Shaila, who most recently was a National correspondent in Atlanta, is a talented reporter and wordsmith who has demonstrated great range in her career at The Times. She has a knack for spotting great stories and telling them through people, skills that will be very valuable as she works with Catherine Rampell and Motoko Rich on the economics beat, reporting to Winnie O’Kelley. The economy is one the biggest stories anywhere, and explaining policy and enlightening readers about what is going on and what it means to them is central to the paper’s overall coverage of what’s happening in America.
As a National reporter, Shaila produced smart stories about our economic times, writing about how the well-to-do were cutting back on conspicuous consumption after the financial meltdown; profiling a Georgia town that lost its bank; examining the wave of furloughs, voluntary and otherwise, meant to stave off layoffs; and chronicling Charlotte’s fall from banking grace as rivals Bank of America and Wachovia teetered on the edge.

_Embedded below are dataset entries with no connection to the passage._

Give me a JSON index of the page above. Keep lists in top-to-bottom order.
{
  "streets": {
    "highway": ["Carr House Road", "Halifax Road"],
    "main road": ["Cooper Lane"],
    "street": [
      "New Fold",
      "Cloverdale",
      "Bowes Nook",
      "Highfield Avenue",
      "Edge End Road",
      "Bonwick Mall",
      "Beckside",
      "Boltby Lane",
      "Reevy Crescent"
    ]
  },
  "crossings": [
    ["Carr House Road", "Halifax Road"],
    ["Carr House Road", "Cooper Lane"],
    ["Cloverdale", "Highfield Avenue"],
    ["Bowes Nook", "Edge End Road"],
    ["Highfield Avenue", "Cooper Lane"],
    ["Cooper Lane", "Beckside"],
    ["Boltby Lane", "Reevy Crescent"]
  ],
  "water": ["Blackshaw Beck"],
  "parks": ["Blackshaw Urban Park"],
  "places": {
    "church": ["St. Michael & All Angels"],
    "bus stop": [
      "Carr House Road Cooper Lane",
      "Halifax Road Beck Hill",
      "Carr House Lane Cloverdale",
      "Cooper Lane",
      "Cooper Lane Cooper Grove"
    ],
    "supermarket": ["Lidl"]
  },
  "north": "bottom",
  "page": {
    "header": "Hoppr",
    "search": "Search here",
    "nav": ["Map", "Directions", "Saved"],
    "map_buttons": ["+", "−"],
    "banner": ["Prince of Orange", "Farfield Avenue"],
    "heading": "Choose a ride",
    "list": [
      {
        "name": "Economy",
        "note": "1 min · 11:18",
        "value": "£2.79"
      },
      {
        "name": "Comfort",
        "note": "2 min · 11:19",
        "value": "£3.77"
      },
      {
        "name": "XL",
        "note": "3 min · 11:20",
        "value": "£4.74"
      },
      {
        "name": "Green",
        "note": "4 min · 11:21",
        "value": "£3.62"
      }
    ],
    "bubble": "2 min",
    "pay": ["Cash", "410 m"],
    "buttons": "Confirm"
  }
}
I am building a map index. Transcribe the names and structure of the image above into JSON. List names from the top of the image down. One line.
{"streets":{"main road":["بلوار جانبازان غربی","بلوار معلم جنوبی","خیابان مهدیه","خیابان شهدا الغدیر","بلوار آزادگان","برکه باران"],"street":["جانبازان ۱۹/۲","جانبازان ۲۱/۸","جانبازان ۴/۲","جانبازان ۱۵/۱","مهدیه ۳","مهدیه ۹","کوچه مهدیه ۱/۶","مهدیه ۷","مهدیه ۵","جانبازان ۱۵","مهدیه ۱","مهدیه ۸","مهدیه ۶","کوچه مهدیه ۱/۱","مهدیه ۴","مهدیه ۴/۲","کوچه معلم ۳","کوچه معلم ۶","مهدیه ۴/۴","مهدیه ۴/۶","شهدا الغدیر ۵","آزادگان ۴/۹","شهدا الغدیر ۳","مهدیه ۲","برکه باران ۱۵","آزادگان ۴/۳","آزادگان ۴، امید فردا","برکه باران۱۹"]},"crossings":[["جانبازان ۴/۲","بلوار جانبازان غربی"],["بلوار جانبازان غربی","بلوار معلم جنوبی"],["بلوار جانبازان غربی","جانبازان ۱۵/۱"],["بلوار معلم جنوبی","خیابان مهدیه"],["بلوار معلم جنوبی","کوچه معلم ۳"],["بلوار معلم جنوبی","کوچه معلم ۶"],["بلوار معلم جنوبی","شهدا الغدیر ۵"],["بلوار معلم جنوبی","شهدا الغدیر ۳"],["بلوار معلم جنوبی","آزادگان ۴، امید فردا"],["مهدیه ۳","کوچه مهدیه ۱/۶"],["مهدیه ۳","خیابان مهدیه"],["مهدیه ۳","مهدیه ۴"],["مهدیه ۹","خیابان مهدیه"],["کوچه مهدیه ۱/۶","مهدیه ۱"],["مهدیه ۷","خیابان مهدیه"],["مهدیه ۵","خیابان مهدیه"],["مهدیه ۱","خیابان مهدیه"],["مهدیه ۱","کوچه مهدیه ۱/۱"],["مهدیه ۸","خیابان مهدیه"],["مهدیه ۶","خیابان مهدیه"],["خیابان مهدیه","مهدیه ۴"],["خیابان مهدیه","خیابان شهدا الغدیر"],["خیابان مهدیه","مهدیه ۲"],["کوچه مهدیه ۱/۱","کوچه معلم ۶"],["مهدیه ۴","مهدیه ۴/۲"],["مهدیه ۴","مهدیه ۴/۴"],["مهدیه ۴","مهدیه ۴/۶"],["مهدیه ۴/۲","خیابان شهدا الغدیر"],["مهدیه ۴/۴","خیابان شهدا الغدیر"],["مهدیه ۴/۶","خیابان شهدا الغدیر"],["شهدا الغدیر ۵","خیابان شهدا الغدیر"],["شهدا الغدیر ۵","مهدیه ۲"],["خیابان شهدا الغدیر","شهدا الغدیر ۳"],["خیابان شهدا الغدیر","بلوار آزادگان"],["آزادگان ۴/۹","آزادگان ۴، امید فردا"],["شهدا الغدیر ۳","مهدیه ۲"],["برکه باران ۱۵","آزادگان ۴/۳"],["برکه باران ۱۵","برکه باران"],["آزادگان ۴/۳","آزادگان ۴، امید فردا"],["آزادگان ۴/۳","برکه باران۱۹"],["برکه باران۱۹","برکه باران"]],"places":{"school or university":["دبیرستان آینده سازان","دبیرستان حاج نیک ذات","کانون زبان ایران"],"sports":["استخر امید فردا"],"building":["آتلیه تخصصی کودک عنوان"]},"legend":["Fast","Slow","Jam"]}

Shaila – pronounced SHY-lah (though she’s not shy) – joined The Times in March 2000 on the Metro desk. She helped covered 9/11 and ended with a two-year stint in the cop shop (“my favorite,” she says), where she wrote about declining crime, floating bodies, advancements in forensic science and the death of two undercover officers in a Staten Island gun deal gone bad.
In 2005, she joined National. “Six months later, Hurricane Katrina hit, setting the course for my reporting for months and years to come. In addition to covering the usual Southern mix of race, politics, criminal justice travesties and civil rights history, I helped cover the Virginia Tech shooting, the mine explosion in West Virginia, the bizarre saga of Amy Bishop, the professor who went postal in Alabama, and, of course, the BP oil spill,” she reports.
Shaila originally is from Houston, where she began her reporting career at the Houston Press, an investigative newsweekly.